Director General of Multilateral Economic, Financial, and Development Affairs
- In office 3 May 2002 – 29 March 2005
- Minister: Hassan Wirajuda
- Preceded by: Mochamad Slamet Hidayat (as Director of Multilateral Economic Cooperation)
- Succeeded by: Mochamad Slamet Hidayat (Multilateral Affairs)

Ambassador of Indonesia to New Zealand
- In office 21 May 2001 – 3 May 2002
- President: Abdurrahman Wahid Megawati Sukarnoputri
- Preceded by: Titiek Suharti Rustaman
- Succeeded by: Primo Alui Joelianto

Personal details
- Born: July 4, 1947 (age 78) Kendal, Central Java, Indonesia
- Alma mater: Diponegoro University (Drs.)

= Susanto Sutoyo =

Indonesian diplomat (born 1947)

Susanto Sutoyo (born 4 July 1947) is an Indonesian diplomat who served as ambassador to New Zealand from 2001 to 2002 and to Italy from 2005 to 2009. Between his ambassadorial terms, Susanto was the inaugural director general of the second multilateral directorate general, with responsibilities on economic, financial, and development affairs.

== Early life and education ==
Susanto was born on 4 July 1947 in Kendal, a locality within the Central Java province. He studied at the social and political faculty of the Diponegoro University, during which he was active within the student senate and became one of its chair. He graduated in 1974 and immediately began working in the foreign ministry a year later.

== Diplomatic career ==
Susanto's maiden posting overseas was at the embassy in Addis Ababa, Ethiopia, where he was in charge of information affairs between 1979 and 1983. During Indonesia's 1982 election, Susanto was part of the embassy's overseas election committee. He then consecutively served as the chief of economics at the permanent mission to UN bodies in Geneva (1986–1991) and at the permanent mission in New York (1993–1995) before being recalled to serve as the chief of economics cooperation bureau within Indonesia's ASEAN national secretariat. In 1999, he returned to Geneva for his appointed as the deputy permanent representative in the mission.

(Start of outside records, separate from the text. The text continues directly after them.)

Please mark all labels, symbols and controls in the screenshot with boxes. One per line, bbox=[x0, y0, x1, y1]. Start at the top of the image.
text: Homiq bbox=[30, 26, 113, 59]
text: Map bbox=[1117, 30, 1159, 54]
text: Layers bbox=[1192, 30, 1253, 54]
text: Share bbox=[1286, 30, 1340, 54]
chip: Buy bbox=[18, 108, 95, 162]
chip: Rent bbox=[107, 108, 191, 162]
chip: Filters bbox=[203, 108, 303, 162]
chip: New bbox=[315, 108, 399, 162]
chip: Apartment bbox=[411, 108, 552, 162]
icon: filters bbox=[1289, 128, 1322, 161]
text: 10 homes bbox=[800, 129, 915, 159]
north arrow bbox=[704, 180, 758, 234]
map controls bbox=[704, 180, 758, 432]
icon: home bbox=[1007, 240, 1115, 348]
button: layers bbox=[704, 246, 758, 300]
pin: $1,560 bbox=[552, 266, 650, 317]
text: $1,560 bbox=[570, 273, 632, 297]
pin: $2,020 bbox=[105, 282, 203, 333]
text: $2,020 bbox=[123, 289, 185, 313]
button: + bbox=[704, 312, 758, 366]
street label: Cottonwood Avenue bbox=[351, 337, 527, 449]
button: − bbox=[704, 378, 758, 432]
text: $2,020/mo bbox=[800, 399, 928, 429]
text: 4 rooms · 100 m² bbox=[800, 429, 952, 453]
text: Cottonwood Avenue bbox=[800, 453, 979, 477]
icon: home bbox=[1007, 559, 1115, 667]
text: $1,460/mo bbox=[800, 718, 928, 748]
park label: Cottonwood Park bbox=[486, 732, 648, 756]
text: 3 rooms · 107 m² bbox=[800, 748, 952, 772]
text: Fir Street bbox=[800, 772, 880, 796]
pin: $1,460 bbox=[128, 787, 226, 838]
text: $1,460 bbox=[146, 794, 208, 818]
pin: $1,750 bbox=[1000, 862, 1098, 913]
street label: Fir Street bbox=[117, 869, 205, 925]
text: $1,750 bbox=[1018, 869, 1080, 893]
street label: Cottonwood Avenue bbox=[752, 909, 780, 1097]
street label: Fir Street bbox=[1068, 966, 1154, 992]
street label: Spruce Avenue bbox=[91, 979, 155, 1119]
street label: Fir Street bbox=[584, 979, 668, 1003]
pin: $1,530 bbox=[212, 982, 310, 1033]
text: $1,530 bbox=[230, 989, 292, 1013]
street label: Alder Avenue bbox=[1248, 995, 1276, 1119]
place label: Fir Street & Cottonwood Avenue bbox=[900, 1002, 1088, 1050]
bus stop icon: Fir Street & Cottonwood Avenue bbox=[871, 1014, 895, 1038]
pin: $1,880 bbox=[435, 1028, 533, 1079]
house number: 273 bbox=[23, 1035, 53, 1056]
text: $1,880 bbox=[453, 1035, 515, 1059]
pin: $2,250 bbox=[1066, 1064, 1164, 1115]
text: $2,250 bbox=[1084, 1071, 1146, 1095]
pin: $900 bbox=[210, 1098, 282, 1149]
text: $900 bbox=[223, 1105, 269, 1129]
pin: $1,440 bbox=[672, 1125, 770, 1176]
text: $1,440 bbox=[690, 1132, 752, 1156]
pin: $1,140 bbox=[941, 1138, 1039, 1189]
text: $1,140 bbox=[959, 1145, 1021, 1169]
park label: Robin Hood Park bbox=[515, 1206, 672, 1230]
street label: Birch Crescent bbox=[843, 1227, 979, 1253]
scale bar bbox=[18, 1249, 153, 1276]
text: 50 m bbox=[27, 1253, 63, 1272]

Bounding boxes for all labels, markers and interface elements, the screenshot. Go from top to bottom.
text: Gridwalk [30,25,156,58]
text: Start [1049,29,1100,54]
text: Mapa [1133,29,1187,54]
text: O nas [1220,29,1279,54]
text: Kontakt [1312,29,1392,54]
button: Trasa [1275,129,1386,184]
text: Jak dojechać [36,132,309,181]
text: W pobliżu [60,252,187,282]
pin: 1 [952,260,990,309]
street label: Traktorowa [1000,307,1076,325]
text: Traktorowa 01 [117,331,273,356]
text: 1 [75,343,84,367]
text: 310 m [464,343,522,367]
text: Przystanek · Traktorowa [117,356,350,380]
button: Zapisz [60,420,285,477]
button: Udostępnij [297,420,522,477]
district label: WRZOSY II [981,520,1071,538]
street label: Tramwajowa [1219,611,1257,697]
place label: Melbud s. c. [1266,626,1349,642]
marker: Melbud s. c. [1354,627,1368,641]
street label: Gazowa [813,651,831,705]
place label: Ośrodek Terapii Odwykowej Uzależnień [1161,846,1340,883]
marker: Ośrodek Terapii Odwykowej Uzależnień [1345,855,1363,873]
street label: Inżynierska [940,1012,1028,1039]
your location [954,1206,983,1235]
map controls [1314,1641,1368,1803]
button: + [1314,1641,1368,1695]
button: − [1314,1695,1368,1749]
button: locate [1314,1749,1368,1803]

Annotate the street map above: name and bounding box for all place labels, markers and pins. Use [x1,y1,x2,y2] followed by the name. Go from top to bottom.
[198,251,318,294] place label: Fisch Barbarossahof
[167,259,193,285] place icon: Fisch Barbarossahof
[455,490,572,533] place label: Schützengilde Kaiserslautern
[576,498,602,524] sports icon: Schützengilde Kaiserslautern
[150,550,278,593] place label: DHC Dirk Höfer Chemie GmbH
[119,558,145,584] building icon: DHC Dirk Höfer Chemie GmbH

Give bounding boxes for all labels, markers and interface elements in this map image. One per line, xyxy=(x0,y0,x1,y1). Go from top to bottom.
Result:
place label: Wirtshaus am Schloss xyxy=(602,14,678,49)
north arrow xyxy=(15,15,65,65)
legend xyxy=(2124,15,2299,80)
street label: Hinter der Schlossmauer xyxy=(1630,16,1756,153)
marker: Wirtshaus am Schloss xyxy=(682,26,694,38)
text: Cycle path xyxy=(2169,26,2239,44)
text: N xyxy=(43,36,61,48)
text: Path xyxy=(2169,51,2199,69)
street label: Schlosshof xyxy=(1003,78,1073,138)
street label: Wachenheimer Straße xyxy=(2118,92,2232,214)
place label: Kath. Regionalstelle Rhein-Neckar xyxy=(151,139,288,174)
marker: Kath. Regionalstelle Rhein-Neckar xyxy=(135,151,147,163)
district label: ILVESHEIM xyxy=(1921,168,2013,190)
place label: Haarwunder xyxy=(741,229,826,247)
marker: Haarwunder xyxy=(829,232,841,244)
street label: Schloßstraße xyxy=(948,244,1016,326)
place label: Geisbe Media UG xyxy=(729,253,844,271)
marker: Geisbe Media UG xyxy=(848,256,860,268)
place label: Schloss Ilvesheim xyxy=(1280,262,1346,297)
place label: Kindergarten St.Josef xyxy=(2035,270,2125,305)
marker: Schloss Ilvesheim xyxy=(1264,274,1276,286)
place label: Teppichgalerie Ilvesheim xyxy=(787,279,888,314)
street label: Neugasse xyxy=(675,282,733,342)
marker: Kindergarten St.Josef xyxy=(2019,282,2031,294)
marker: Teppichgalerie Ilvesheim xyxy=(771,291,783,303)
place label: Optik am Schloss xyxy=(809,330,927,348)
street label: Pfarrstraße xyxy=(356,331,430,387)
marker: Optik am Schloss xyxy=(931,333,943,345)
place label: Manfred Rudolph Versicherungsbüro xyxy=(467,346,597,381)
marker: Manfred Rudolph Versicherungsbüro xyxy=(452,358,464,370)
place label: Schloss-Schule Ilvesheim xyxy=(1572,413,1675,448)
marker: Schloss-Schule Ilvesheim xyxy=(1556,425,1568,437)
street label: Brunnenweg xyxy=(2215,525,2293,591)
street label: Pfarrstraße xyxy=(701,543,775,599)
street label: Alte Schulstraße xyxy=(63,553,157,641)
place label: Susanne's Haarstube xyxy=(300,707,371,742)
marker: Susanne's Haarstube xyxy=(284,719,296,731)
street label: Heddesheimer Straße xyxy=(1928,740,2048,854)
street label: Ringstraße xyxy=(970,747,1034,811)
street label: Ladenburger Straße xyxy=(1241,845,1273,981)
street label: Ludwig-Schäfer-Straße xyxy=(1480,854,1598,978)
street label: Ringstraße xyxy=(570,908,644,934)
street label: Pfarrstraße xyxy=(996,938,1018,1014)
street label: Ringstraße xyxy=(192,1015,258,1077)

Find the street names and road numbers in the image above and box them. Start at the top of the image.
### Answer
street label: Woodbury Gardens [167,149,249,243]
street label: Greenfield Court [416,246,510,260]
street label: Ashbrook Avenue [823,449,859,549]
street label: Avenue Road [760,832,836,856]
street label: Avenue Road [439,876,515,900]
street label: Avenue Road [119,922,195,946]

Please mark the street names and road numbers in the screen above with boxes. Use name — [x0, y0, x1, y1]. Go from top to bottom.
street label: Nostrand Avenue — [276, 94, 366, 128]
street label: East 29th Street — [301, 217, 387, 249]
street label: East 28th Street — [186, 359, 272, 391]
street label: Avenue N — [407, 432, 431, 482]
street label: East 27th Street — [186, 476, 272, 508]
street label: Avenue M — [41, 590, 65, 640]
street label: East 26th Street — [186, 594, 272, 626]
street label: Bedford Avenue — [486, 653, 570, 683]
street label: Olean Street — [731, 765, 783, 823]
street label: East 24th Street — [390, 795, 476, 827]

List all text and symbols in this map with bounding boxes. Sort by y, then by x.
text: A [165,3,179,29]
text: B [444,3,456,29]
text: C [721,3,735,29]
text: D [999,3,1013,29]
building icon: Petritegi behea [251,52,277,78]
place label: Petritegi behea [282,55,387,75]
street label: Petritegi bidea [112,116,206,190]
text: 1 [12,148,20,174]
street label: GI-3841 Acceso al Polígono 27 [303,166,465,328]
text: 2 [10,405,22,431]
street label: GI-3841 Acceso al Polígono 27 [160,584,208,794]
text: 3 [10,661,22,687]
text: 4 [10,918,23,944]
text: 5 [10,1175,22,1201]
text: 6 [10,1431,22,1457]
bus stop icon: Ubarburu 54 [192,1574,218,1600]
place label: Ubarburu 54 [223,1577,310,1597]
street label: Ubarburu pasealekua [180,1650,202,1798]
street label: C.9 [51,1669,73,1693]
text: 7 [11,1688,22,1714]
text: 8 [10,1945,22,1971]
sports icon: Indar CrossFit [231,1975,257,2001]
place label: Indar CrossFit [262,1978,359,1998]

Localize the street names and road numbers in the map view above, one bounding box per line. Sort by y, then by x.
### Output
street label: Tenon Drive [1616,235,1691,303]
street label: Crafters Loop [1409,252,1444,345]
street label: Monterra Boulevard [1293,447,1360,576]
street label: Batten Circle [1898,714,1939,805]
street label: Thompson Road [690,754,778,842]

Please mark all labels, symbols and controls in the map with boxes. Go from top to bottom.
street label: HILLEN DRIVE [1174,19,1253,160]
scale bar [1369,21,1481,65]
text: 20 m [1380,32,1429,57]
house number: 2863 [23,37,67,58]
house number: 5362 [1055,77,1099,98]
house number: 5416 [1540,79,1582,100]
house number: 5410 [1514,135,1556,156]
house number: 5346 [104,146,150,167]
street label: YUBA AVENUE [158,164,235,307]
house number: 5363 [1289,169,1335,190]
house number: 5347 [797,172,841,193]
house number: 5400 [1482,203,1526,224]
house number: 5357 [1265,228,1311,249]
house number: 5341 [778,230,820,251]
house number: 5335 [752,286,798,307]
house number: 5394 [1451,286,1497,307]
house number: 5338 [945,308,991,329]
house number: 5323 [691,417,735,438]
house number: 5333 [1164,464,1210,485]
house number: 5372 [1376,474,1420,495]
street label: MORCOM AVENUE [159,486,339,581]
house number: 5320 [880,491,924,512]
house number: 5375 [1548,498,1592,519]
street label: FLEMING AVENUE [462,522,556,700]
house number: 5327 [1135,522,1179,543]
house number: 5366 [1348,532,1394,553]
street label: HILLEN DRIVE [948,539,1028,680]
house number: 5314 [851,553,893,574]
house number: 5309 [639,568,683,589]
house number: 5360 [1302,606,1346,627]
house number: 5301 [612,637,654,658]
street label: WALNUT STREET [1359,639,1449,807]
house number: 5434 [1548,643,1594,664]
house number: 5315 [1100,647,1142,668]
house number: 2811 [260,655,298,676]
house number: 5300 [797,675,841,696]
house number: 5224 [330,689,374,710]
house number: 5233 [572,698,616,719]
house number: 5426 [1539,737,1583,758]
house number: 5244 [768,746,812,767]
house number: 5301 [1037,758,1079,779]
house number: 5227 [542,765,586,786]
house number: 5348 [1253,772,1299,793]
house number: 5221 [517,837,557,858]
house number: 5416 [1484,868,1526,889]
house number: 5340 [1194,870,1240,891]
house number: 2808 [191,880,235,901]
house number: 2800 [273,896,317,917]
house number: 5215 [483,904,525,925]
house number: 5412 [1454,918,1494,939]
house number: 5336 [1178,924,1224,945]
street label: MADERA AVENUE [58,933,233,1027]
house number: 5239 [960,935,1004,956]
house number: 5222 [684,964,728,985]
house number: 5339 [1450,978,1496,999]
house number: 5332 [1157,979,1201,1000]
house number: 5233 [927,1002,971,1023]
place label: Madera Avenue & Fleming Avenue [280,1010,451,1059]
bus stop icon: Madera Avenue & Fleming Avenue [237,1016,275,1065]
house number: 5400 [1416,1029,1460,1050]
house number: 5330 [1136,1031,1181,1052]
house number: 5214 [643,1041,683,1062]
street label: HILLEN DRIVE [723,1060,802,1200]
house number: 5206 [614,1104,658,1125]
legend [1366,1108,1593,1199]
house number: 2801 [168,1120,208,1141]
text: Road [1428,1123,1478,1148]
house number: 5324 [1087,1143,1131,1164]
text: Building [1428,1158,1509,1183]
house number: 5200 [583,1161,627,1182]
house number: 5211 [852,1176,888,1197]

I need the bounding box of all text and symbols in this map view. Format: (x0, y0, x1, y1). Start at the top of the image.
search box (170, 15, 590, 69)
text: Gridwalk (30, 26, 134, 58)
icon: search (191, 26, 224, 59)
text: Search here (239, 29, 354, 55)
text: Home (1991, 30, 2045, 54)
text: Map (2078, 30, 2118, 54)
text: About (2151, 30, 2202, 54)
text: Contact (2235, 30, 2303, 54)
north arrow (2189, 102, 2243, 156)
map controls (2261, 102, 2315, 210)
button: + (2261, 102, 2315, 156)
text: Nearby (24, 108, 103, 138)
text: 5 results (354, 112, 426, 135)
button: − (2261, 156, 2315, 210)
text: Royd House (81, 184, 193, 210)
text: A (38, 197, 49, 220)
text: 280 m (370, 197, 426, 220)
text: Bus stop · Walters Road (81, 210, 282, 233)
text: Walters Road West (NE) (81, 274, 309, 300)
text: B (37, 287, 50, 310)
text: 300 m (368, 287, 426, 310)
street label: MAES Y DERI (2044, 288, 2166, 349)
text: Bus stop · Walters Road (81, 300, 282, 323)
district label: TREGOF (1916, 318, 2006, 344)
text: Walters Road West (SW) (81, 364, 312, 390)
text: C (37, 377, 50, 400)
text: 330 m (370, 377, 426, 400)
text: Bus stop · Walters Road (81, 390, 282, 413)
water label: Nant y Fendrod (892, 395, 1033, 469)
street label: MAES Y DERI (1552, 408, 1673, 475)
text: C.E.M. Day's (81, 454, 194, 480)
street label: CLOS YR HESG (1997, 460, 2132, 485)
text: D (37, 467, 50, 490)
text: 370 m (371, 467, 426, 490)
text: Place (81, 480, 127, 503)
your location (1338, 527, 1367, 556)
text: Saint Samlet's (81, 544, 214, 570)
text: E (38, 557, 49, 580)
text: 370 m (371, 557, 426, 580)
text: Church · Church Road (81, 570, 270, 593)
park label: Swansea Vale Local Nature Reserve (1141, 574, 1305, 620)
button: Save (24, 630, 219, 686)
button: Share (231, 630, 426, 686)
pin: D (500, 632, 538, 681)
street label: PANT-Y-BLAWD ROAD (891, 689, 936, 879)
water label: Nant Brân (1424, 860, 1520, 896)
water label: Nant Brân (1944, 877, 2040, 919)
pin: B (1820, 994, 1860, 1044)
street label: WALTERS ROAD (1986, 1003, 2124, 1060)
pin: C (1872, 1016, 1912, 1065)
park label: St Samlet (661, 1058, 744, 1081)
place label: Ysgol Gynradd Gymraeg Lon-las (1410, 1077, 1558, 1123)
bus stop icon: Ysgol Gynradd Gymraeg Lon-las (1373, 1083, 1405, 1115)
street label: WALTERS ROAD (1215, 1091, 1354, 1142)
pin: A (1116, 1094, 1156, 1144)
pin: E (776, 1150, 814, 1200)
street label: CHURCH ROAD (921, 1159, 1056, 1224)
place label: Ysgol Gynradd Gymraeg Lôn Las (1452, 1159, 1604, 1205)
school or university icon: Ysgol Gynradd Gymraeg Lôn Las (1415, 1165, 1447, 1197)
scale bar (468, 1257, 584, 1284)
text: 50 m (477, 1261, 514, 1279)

Susanto was sworn in as ambassador to New Zealand on 21 May 2001 and presented his credentials to Governor-General Silvia Cartwright on 5 July 2001. During his tenure, president Abdurrahman Wahid visited the country a week after Susanto's own arrival in June. Susanto projected a normalization of diplomatic relations, as he ensured issues barring the relations was gone, and aimed to increase the volume of business from New Zealand in Indonesia as well as people-to-people exchanges. He also oversaw the opening of Indonesia's embassy in Fiji. Although his term was supposed to end in 2004, in 2002 he was recalled to Jakarta in light of organizational restructuring within the foreign ministry. He was appointed to lead the newly established directorate general of multilateral economic, financial, and development affairs and was sworn in on 3 May 2002. He played a key role as Indonesia's chief negotiator during the World Trade Organization Ministerial Conference of 2003.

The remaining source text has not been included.